Bitcoin’s (BTC-USD) use as a medium of exchange in El Salvador, the first-ever country to adopt the most popular cryptocurrency as legal tender, appears to be off to a rough start due to an overall lack of trust in bitcoin and the government’s BTC wallet dubbed Chivo, according to a recent survey by the U.S. National Bureau of Economic Research.
The survey data was based on face-to-face interviews with 1,800 Salvadorian households.
There has been a growing debate on the potential for bitcoin (BTC-USD) to replace the U.S. dollar as the world reserve currency. In a free market, a currency is defined as a form of money that acts as a medium of exchange, unit of account and store of value. Some argue that the U.S. dollar and other fiat currencies generally do poor jobs of protecting consumers’ purchasing power, while others suggest the opposite.

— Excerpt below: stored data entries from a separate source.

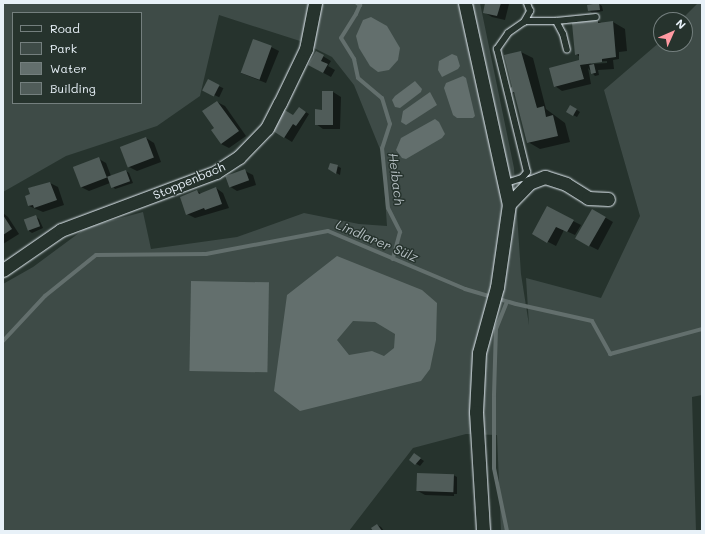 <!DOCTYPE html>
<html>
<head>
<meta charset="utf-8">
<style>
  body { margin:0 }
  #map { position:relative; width:705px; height:534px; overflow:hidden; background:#26332d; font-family:Mali,sans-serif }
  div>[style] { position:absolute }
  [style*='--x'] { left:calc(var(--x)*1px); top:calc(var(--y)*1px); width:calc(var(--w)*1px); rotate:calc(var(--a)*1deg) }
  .green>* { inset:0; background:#3e4b47 }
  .water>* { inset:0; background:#636f6d; transform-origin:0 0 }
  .shadow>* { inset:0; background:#0007; transform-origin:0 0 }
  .stream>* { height:4px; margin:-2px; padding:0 2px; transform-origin:2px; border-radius:2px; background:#636f6d }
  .building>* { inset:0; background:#505c59; transform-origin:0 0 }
  .roads { filter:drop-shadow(0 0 1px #e8f1f8) drop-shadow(0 0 1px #e8f1f8) }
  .service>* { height:6px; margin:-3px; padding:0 3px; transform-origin:3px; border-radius:3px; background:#26332d }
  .minor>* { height:13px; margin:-6.5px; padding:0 6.5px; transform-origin:6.5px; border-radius:6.5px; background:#26332d }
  span { translate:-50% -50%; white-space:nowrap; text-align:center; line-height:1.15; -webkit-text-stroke:3px #26332d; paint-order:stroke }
  .street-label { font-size:12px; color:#e8f1f8 }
  .water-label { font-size:13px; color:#b3bdc0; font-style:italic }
  .frame { position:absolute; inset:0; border:4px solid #e8f1f8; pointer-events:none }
  .legend { position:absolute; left:12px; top:12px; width:130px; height:92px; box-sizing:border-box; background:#26332d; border:1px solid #747f7e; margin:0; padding:5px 7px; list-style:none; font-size:12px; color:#e8f1f8 }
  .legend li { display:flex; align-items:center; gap:8px; height:20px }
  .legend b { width:20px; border:1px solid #747f7e }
  .north { position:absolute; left:653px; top:12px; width:40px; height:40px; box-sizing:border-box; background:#26332d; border:1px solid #747f7e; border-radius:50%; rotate:45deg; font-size:11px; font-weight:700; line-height:16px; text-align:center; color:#e8f1f8 }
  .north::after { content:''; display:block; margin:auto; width:14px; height:18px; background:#ff9aa2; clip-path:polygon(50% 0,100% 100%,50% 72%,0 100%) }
</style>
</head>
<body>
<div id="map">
  <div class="green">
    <i style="clip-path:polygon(evenodd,3px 3px,480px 3px,514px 168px,521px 274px,529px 325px,526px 278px,601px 298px,640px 216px,604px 90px,661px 41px,661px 44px,685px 44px,685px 20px,681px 20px,698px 3px,702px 3px,702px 395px,692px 397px,696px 531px,501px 531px,497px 435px,466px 434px,413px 448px,349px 531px,3px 531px,3px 284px,33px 267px,87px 227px,143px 212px,151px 249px,237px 237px,304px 213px,359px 224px,387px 226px,382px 154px,354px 85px,332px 57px,300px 41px,219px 15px,200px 96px,157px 126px,66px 156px,3px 192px,3px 3px,13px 13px,141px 13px,141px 103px,13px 103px,13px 13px)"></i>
  </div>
  <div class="water">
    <i style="clip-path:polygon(371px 17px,387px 26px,400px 48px,398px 60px,389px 70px,378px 72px,370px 66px,359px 48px,356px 36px,363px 20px)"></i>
    <i style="clip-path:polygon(452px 54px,457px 56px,460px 66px,458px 69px,442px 77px,438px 70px,439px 61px)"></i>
    <i style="clip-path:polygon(463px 76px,466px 78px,475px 116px,473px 118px,457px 118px,453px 115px,444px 88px,446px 83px)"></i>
    <i style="clip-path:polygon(415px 81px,422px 89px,421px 92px,400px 108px,395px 107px,392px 100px,395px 96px)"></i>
    <i style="clip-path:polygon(430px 92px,437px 105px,406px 125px,401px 122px,403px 111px)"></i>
    <i style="clip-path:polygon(435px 119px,439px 122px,445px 134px,442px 138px,406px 159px,402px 158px,396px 150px,401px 138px)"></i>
    <i style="clip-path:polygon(evenodd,337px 256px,422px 290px,437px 303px,436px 340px,430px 369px,421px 381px,300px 411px,274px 391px,287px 295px,337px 256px,353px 321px,375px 322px,395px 334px,394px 348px,384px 356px,372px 351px,349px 355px,337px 340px,353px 321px)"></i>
    <i style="left:191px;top:281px;width:78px;height:90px;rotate:1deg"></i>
  </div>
  <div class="shadow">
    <i style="clip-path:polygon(486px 3px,509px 4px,505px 20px,492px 17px,484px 12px)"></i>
    <i style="clip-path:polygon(599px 4px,602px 6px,603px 11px,592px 13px,589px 10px)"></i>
    <i style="clip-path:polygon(evenodd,598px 21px,603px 24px,613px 22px,625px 29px,627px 51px,619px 52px,619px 59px,613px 60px,614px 69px,598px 70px,599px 75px,595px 76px,588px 68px,591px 84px,562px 91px,555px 86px,580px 61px,580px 57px,576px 54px,598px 21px,607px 61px,607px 63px,591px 64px,591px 62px,607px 61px)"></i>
    <i style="clip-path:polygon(271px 47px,279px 51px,266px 83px,241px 73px)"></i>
    <i style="clip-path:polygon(316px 52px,331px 61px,328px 66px,335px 70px,331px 77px,318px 70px)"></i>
    <i style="clip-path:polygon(521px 52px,533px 58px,546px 109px,565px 123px,570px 142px,540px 149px,528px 142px,515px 94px,512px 92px,514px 88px,505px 55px)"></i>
    <i style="left:208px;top:81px;width:17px;height:10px;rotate:25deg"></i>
    <i style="clip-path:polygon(323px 92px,333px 92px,341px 97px,340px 129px,323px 129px,316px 124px,323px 111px)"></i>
    <i style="clip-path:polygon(217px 102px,225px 106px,246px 136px,229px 148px,221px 144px,216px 128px)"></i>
    <i style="clip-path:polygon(571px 106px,580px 112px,577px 117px,567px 112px)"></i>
    <i style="clip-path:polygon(299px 108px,309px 114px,292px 142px,271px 129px,294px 116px)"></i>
    <i style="clip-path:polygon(146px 138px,154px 143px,161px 162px,137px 171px,129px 167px,122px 148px)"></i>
    <i style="clip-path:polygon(99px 159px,106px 163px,111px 176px,126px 171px,129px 173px,133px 183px,115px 189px,110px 183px,89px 191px,81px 187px)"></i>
    <i style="clip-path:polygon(335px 165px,341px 168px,340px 175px,329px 169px)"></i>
    <i style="clip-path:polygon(245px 171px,253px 175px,256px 185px,237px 191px,229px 186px)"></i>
    <i style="clip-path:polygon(50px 183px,58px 187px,64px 205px,43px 212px,29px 206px,31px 195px,29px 188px)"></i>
    <i style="clip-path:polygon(216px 188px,223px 193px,229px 208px,195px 218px,187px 214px,197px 191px,202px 194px)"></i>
    <i style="clip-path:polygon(592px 210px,613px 222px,598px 250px,584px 243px)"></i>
    <i style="clip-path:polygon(3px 213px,8px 217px,19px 234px,3px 244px)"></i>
    <i style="clip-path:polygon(36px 217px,39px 219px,43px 228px,32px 233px,29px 231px,25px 221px)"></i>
    <i style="clip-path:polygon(573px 221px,581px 225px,575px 235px,564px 230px,556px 246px,533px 234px)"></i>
    <i style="clip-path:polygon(418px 457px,424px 461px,420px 466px,410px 460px)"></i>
    <i style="clip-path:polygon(453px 475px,457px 477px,457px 494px,454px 494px,454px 496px,425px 495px,418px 491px)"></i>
    <i style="clip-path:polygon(377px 525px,381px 527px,384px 531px,374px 531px)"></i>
  </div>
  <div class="stream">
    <i style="--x:357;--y:3;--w:4;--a:34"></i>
    <i style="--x:360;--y:5;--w:10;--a:114"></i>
    <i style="--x:356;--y:14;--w:28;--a:122"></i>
    <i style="--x:341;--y:38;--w:25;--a:58"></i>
    <i style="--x:354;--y:59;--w:19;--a:78"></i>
    <i style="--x:358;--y:78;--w:31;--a:40"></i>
    <i style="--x:382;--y:98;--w:27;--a:73"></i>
    <i style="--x:390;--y:124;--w:25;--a:108"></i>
    <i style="--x:382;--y:148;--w:60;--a:84.3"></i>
    <i style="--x:388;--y:208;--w:27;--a:63"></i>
    <i style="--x:400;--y:232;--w:28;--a:105"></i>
    <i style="--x:3;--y:341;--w:62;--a:-47"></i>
    <i style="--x:45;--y:296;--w:65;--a:-38.8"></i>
    <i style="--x:96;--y:255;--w:110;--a:-0.5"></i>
    <i style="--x:206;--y:254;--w:124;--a:-10.7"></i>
    <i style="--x:328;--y:231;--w:149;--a:22.9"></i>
    <i style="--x:465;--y:289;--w:53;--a:16.4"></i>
    <i style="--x:516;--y:304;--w:78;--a:12.6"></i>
    <i style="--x:592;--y:321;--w:38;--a:61"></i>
    <i style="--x:610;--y:354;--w:95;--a:-15.2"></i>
    <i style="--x:507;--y:531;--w:64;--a:-101.7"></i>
    <i style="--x:494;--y:468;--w:73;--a:-90"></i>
    <i style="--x:494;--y:395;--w:66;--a:-88.3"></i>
    <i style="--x:496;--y:329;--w:29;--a:-68"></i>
  </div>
  <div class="building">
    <i style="clip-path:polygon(485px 3px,501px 3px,497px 16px,483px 13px)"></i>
    <i style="clip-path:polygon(599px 3px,600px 10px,588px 11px,587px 5px)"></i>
    <i style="clip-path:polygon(598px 20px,598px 23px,613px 21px,616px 57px,602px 59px,602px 62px,580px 65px,584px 79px,554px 87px,549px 68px,579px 60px,579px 54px,575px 55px,572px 23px)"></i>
    <i style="left:253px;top:39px;width:20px;height:36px;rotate:20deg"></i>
    <i style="clip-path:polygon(316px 51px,324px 55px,321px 61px,328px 64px,323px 73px,308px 65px)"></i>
    <i style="clip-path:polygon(521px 51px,537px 108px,544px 106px,546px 117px,553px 115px,558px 136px,527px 143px,514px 92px,511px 93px,510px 88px,512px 87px,504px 55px)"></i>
    <i style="left:594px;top:64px;width:9px;height:5px;rotate:77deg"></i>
    <i style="left:208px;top:79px;width:13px;height:13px;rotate:27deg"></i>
    <i style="clip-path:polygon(322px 91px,333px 91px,333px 125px,315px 125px,315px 109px,322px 110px)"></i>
    <i style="clip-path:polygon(217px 101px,239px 131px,221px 144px,211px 130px,214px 128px,202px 111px)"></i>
    <i style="left:570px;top:105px;width:8px;height:8px;rotate:30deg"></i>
    <i style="clip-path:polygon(299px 107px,306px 112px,296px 126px,293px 124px,284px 138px,270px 129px,283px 109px,293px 115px)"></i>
    <i style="left:146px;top:137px;width:22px;height:28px;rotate:69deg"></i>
    <i style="left:99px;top:157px;width:22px;height:28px;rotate:69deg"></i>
    <i style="clip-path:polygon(330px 163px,338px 165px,336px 174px,328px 169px)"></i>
    <i style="left:245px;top:169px;width:12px;height:21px;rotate:70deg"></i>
    <i style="left:126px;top:170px;width:12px;height:20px;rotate:70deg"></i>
    <i style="clip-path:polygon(50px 182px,57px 200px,34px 208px,33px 205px,28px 206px,25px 196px,30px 194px,28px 188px)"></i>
    <i style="clip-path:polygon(216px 187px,222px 204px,205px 210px,204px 208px,186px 215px,180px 197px,197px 190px,199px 194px)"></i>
    <i style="clip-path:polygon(547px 206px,574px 220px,567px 232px,556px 227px,547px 243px,532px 234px)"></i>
    <i style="left:592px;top:209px;width:16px;height:34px;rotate:30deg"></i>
    <i style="clip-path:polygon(3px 215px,12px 229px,3px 235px)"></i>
    <i style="left:36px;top:215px;width:12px;height:13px;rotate:70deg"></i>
    <i style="clip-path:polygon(414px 453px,421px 458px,415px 465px,409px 460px)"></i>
    <i style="left:417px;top:473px;width:37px;height:18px;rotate:2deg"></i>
    <i style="clip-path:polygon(377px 524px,382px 531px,373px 531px,371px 528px)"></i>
  </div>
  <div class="roads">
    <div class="service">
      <i style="--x:525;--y:21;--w:31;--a:0"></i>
      <i style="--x:556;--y:21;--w:15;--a:62"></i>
      <i style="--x:563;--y:34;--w:16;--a:76"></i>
      <i style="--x:556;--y:21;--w:40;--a:-5.7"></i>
      <i style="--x:503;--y:184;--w:20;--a:-18"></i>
      <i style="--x:522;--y:178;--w:8;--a:-50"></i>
      <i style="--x:527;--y:172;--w:127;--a:-103.7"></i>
      <i style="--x:497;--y:49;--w:19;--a:-55"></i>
      <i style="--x:508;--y:33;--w:19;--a:-35"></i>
      <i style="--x:524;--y:22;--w:13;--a:-61"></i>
      <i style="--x:530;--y:11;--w:9;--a:-111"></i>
    </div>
    <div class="minor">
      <i style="--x:465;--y:3;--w:206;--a:77.7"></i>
      <i style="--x:509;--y:204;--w:84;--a:98.2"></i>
      <i style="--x:497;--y:287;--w:68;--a:105.3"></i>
      <i style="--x:479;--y:353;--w:59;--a:92.9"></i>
      <i style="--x:476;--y:412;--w:119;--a:86.6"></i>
      <i style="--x:509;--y:204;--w:29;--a:-46"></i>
      <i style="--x:529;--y:183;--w:17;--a:-21"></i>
      <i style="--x:545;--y:177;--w:22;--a:18"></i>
      <i style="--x:566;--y:184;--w:26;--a:32"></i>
      <i style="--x:588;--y:198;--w:20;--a:3"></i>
      <i style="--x:3;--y:270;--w:70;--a:-34.6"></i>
      <i style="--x:61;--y:230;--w:165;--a:-20.5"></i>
      <i style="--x:216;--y:172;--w:27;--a:-33"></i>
      <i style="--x:239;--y:157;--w:40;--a:-46"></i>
      <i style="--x:267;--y:128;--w:28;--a:-63"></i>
      <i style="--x:280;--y:103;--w:60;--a:-64.3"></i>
      <i style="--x:306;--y:49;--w:47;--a:-78.9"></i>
    </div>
  </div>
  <div class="street-label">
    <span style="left:189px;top:181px;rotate:-23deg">Stoppenbach</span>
  </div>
  <div class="water-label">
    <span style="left:396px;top:179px;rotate:83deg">Heibach</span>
    <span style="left:377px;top:241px;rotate:23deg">Lindlarer Sülz</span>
  </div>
  <div class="frame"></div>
  <ul class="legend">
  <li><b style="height:5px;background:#26332d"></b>Road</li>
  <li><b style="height:11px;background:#3e4b47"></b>Park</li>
  <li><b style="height:11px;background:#636f6d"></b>Water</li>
  <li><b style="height:11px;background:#505c59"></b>Building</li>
  </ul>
  <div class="north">N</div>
</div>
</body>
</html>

And as consumer price inflation reached a 40-year high, that debate has become even more heated, especially as a slew of businesses over the past two years have taken on crypto for a variety of use cases. While early bitcoin fans touted the tokens’ decentralized properties, the population at large may not trust it unless it’s being facilitated under a single regulatory regime.
Bitcoin adoption falters in El Salvador:
For some context, El Salvador’s Chivo wallet quickly lost popularity after its rollout in September 2021. NBER’s survey found that just 20% of respondents in the nation used Chivo after downloading it. 40% of all downloads occurred in September of last year and “virtually no downloads have taken place in 2022.” It seems that people were incentivized to download Chivo given the $30 bonus offered by the government, hence the saturated influx of downloads at the onset of the Chivo launch, the NBER explained.
“The most important reason not to download the app, conditional on knowing about it, is that users prefer to use cash, which was followed by trust issues — respondents did not trust the system or bitcoin itself,” the study said.
Note that in 2001, the greenback became the official currency in El Salvador.
Bitcoin vs. U.S. dollar: The survey also indicated that only 5% of company sales were in bitcoin (BTC-USD), while most transactions were converted to dollars. Perhaps El Salvador’s downbeat bitcoin (BTC-USD) experiment can act as a proxy for other emerging market countries looking to use the crypto as a medium of exchange. Earlier in the week ended April 29, the Central African Republic — another emerging market — became the second nation in the world to adopt bitcoin as legal tender. A handful of developed nations such as the U.S. are shying away from taking on volatile cryptos, but instead are exploring paths to implement stablecoins or central bank digital currencies in a way that doesn’t impact financial stability. U.S. Treasury Secretary Janet Yellen in the beginning of April had called for a crypto regulatory framework in an effort to reduce risks and fraud.
SA contributor Rothko Research recently said that bitcoin’s (BTC-USD) upside potential remains limited as a raft of central banks pivot to tighter monetary policy in an effort to tame inflationary pressures. Rothko views BTC as a Hold.
In the meantime, bitcoin (BTC-USD) in Friday afternoon trading was changing hands firmly below its key $40K level at around $38.5K, sliding by 2.1% in the past five sessions, nearly -20% M/M and -28% Y/Y.
Previously, (April 23) Morgan Stanley said that bitcoin’s use as a currency may just be getting started.